▶ _WHAT THE TASK REQUIRES_:
Each line that includes the word "names" should be copied from the records.

▶ _RECORDS FOR THE EXERCISE_:
^^^^
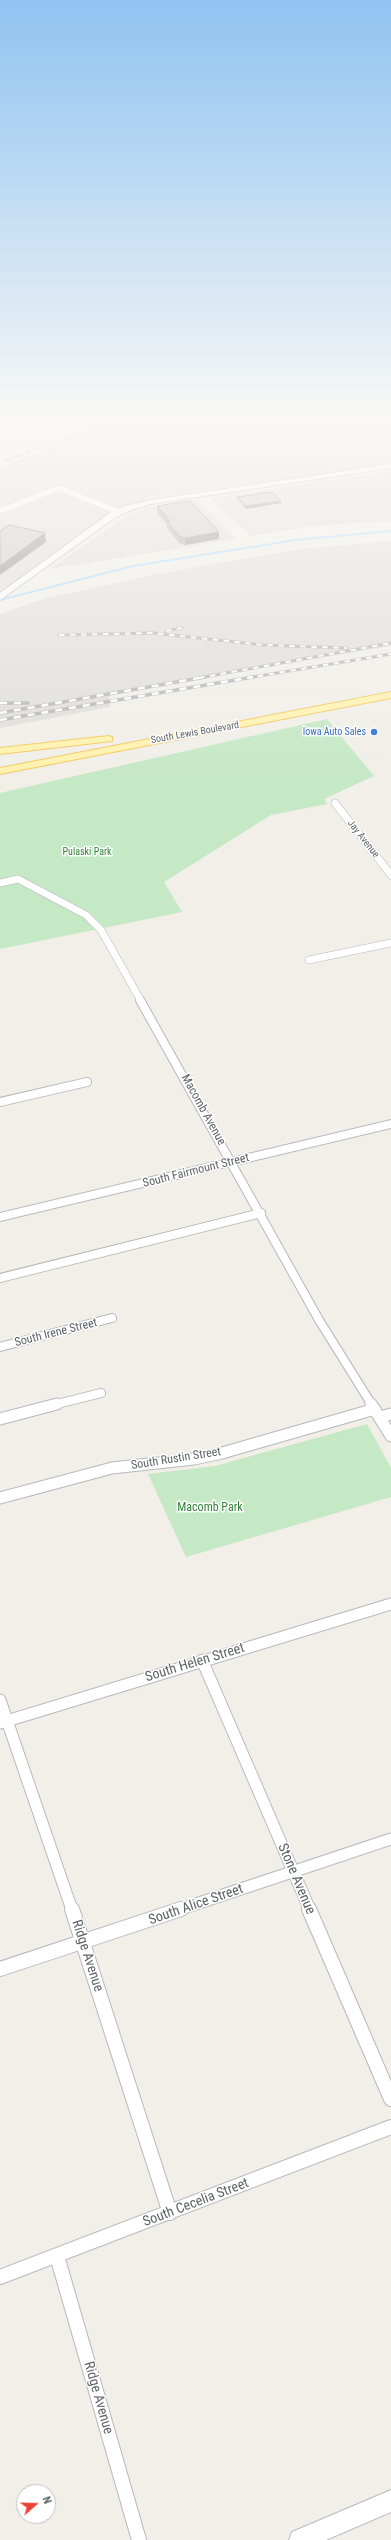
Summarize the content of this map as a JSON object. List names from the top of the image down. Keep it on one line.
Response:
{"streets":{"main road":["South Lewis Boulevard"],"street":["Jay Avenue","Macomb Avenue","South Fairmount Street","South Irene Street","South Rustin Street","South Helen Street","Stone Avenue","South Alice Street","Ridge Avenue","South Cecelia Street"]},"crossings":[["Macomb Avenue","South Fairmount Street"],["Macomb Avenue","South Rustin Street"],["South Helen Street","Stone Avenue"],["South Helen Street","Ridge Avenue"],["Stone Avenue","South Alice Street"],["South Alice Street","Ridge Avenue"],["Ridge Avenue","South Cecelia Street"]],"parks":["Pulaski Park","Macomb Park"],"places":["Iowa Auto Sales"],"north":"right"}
^^^^
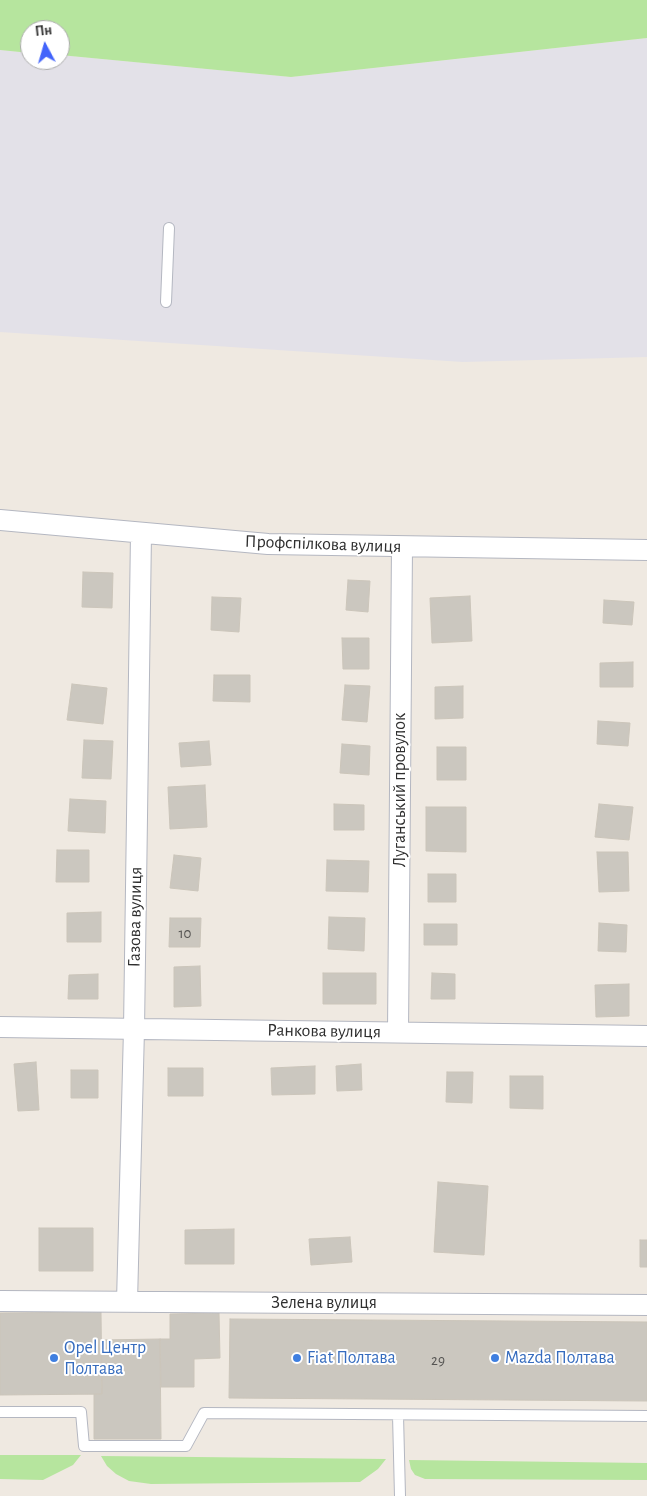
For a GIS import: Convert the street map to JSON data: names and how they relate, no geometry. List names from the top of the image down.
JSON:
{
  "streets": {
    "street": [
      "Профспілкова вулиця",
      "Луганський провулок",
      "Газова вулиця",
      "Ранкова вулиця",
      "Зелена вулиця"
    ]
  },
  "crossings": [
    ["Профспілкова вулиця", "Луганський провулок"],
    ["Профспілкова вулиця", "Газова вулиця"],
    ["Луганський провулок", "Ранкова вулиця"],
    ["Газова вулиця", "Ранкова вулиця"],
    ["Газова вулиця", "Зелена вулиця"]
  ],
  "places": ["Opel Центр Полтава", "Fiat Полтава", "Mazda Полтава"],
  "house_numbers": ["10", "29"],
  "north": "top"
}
^^^^
▶ _WRITTEN SOLUTION_:
Summarize the content of this map as a JSON object. List names from the top of the image down. Keep it on one line.
For a GIS import: Convert the street map to JSON data: names and how they relate, no geometry. List names from the top of the image down.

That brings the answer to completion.